### Task to complete
With the records below as your source, retype each line exactly from the top down to the line that contains "display:flex; align-items:center; gap:12px;", and include that line.

### Provided information
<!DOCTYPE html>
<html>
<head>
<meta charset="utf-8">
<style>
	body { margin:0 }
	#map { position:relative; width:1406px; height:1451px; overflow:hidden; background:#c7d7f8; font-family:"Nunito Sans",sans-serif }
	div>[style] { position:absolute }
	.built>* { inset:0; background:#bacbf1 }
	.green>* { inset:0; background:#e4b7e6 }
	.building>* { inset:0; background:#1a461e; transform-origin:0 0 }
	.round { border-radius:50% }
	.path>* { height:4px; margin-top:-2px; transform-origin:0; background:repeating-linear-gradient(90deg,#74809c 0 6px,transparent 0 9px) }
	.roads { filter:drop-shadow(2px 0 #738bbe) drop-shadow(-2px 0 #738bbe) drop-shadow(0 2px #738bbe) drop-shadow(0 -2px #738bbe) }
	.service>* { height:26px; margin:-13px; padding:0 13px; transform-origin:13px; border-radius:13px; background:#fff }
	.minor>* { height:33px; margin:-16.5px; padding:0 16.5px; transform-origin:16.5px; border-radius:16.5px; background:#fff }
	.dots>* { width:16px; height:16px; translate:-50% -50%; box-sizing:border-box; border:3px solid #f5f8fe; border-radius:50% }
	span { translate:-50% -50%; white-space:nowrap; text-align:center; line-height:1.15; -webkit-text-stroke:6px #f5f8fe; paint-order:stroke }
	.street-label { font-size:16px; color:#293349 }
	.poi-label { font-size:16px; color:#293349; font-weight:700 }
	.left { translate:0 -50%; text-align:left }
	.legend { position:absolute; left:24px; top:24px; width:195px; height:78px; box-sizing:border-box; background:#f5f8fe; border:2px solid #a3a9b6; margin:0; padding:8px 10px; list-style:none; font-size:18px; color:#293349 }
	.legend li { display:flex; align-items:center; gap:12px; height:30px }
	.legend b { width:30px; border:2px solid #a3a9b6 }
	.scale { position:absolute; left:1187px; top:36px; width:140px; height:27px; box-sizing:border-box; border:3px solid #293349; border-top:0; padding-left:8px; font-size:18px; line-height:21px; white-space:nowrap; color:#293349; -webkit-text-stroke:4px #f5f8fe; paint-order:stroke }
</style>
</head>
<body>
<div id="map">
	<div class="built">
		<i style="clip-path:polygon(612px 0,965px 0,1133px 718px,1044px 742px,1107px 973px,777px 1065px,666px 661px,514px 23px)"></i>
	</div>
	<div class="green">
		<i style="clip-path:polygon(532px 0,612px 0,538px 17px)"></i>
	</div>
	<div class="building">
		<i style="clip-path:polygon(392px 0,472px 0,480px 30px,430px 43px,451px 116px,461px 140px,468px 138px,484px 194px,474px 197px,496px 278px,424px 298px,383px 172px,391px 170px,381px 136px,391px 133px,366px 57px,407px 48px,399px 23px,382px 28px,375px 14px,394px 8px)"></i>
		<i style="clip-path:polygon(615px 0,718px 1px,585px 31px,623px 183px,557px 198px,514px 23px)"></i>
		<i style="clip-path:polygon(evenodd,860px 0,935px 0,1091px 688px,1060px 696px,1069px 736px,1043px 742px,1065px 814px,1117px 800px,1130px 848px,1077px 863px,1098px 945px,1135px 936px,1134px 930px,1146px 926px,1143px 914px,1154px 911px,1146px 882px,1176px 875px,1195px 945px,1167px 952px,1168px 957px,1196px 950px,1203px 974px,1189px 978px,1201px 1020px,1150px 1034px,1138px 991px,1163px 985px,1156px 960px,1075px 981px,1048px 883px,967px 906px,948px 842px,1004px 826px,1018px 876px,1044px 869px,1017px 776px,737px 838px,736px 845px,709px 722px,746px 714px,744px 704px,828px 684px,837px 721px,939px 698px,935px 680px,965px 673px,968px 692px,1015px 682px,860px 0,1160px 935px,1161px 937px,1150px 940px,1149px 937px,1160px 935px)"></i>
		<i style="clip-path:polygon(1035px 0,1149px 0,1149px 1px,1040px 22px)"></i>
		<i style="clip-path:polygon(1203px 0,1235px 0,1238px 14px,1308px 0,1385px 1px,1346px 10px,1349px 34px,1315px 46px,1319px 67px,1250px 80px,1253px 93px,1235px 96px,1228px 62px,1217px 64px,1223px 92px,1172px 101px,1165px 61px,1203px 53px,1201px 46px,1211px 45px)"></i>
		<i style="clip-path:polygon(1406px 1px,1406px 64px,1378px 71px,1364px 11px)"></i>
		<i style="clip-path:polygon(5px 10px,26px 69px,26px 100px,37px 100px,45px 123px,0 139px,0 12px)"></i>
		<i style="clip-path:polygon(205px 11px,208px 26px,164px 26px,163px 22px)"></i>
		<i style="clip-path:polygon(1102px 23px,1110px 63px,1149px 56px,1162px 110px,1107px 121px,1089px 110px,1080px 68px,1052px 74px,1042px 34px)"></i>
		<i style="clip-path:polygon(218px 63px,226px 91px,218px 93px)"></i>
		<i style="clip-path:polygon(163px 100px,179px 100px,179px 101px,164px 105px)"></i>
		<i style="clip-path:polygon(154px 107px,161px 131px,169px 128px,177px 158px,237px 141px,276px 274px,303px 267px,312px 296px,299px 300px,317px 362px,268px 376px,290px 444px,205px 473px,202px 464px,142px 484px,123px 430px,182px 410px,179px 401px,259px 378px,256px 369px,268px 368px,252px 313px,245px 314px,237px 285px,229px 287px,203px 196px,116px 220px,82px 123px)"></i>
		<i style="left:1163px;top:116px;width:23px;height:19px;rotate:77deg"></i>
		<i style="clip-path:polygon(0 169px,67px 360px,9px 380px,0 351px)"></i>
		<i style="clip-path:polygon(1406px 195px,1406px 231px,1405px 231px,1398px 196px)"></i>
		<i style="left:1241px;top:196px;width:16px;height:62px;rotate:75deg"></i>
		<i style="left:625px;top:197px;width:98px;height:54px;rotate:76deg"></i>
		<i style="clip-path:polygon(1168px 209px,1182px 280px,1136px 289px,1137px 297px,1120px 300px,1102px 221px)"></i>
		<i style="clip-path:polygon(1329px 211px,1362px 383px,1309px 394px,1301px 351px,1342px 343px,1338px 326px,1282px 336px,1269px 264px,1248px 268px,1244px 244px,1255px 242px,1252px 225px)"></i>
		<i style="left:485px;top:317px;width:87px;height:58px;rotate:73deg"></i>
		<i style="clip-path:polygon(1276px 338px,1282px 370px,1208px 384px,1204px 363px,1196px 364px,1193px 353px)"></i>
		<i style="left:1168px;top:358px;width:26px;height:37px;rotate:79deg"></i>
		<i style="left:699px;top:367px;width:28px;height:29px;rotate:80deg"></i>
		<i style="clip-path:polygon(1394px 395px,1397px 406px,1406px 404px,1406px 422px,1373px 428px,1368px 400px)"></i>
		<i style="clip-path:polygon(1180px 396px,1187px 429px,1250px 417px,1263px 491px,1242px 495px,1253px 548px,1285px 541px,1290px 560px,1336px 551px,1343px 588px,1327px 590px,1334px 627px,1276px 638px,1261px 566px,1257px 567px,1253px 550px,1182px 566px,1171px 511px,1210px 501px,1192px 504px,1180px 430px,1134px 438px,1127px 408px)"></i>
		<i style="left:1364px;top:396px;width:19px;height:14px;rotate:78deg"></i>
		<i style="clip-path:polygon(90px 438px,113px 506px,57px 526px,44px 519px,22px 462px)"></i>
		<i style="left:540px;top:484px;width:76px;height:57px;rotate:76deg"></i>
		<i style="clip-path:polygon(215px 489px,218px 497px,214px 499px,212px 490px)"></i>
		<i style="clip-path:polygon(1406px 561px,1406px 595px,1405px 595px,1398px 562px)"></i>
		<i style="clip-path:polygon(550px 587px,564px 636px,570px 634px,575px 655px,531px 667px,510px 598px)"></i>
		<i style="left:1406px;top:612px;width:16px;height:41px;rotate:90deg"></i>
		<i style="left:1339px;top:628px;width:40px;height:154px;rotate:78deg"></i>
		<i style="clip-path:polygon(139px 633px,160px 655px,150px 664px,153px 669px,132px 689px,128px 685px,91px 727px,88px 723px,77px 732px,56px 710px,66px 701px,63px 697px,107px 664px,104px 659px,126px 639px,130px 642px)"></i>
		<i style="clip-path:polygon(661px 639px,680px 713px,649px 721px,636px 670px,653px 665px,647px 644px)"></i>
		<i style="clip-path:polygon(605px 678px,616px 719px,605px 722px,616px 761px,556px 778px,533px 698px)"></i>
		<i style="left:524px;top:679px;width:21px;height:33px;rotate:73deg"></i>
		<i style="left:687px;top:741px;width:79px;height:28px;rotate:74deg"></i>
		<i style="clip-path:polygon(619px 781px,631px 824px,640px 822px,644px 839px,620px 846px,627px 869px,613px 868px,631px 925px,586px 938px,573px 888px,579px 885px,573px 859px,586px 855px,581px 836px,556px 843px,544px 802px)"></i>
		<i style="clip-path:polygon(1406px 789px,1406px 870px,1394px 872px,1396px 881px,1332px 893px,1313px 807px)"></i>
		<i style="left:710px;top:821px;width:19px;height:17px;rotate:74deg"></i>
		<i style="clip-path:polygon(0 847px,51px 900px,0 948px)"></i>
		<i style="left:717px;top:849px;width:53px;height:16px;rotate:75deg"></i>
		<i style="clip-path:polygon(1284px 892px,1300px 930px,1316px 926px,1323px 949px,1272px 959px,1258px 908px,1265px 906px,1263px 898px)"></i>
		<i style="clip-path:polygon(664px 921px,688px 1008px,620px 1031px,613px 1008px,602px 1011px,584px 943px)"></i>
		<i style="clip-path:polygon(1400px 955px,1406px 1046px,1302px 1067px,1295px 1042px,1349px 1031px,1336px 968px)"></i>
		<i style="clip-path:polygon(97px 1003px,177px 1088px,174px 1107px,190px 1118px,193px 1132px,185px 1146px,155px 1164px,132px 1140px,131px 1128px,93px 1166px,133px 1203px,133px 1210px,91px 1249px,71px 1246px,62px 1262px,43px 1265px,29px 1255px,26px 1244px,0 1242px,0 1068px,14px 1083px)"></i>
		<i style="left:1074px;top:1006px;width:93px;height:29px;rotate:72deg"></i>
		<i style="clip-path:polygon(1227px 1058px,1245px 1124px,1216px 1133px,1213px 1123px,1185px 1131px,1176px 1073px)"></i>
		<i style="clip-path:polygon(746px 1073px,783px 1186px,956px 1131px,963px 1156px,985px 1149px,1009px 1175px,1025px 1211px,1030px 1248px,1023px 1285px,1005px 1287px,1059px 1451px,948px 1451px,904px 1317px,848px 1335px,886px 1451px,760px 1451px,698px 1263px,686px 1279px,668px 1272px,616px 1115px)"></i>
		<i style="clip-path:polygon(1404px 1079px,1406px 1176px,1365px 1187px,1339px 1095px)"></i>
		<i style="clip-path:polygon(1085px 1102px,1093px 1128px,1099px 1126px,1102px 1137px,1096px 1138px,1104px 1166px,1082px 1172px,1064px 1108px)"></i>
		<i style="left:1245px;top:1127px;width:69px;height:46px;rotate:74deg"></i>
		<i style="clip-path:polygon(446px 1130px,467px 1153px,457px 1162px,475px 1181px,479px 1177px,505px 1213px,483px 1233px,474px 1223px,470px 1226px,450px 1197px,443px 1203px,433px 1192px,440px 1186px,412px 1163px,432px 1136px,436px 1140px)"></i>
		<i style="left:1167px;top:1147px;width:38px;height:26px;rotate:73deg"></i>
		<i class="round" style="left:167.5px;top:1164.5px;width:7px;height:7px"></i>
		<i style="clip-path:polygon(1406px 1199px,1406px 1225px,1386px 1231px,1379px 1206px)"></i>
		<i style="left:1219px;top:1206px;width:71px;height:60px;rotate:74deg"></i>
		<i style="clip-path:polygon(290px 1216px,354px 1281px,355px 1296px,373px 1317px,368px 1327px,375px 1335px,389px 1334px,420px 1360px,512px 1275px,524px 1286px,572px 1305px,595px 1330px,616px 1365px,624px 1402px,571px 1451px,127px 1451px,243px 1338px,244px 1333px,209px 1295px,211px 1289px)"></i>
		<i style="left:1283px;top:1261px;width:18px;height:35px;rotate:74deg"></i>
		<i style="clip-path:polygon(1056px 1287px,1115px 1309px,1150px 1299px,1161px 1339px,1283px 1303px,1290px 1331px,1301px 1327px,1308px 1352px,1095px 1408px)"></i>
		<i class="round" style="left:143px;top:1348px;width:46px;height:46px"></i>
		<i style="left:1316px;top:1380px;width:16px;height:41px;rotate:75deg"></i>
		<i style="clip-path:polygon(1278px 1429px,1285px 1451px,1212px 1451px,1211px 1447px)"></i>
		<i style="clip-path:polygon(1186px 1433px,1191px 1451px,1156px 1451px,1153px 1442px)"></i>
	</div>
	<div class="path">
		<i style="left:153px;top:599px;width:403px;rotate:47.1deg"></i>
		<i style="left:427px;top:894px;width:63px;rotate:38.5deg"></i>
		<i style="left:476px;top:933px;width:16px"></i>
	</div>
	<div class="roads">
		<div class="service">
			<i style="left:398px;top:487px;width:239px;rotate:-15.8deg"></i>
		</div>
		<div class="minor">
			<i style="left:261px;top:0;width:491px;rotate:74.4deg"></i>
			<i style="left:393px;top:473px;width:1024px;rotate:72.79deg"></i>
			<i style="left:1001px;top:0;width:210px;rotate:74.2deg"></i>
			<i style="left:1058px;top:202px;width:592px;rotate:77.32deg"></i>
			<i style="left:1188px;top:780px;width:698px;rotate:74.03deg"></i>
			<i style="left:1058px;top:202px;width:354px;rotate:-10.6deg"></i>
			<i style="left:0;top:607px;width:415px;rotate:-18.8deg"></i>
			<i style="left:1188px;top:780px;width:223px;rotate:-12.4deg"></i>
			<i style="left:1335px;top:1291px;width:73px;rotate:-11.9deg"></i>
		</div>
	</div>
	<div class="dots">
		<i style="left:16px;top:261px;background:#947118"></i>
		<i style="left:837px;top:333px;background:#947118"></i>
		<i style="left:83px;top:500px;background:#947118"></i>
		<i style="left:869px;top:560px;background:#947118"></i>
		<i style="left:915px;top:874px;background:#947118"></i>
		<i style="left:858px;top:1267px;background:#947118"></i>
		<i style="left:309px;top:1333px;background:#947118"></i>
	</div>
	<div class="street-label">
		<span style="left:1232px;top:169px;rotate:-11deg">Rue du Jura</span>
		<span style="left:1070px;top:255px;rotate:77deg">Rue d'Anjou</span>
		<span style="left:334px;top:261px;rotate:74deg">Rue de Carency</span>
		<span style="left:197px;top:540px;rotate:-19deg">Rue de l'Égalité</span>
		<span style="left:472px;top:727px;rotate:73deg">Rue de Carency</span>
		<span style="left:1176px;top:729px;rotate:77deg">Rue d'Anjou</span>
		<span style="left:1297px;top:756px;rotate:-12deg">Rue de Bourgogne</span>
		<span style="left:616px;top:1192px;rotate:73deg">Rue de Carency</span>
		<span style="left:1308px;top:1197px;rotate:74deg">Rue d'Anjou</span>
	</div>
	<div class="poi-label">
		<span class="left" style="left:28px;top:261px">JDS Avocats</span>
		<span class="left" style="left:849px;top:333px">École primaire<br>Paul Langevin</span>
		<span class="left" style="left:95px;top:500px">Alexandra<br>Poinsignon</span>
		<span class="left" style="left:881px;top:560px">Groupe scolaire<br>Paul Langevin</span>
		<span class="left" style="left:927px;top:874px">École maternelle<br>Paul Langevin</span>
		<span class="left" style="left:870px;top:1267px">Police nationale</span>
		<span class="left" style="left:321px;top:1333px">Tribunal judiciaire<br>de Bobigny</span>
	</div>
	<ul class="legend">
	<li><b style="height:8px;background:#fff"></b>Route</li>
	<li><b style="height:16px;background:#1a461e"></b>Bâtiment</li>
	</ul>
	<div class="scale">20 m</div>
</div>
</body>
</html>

### Written answer
<!DOCTYPE html>
<html>
<head>
<meta charset="utf-8">
<style>
	body { margin:0 }
	#map { position:relative; width:1406px; height:1451px; overflow:hidden; background:#c7d7f8; font-family:"Nunito Sans",sans-serif }
	div>[style] { position:absolute }
	.built>* { inset:0; background:#bacbf1 }
	.green>* { inset:0; background:#e4b7e6 }
	.building>* { inset:0; background:#1a461e; transform-origin:0 0 }
	.round { border-radius:50% }
	.path>* { height:4px; margin-top:-2px; transform-origin:0; background:repeating-linear-gradient(90deg,#74809c 0 6px,transparent 0 9px) }
	.roads { filter:drop-shadow(2px 0 #738bbe) drop-shadow(-2px 0 #738bbe) drop-shadow(0 2px #738bbe) drop-shadow(0 -2px #738bbe) }
	.service>* { height:26px; margin:-13px; padding:0 13px; transform-origin:13px; border-radius:13px; background:#fff }
	.minor>* { height:33px; margin:-16.5px; padding:0 16.5px; transform-origin:16.5px; border-radius:16.5px; background:#fff }
	.dots>* { width:16px; height:16px; translate:-50% -50%; box-sizing:border-box; border:3px solid #f5f8fe; border-radius:50% }
	span { translate:-50% -50%; white-space:nowrap; text-align:center; line-height:1.15; -webkit-text-stroke:6px #f5f8fe; paint-order:stroke }
	.street-label { font-size:16px; color:#293349 }
	.poi-label { font-size:16px; color:#293349; font-weight:700 }
	.left { translate:0 -50%; text-align:left }
	.legend { position:absolute; left:24px; top:24px; width:195px; height:78px; box-sizing:border-box; background:#f5f8fe; border:2px solid #a3a9b6; margin:0; padding:8px 10px; list-style:none; font-size:18px; color:#293349 }
	.legend li { display:flex; align-items:center; gap:12px; height:30px }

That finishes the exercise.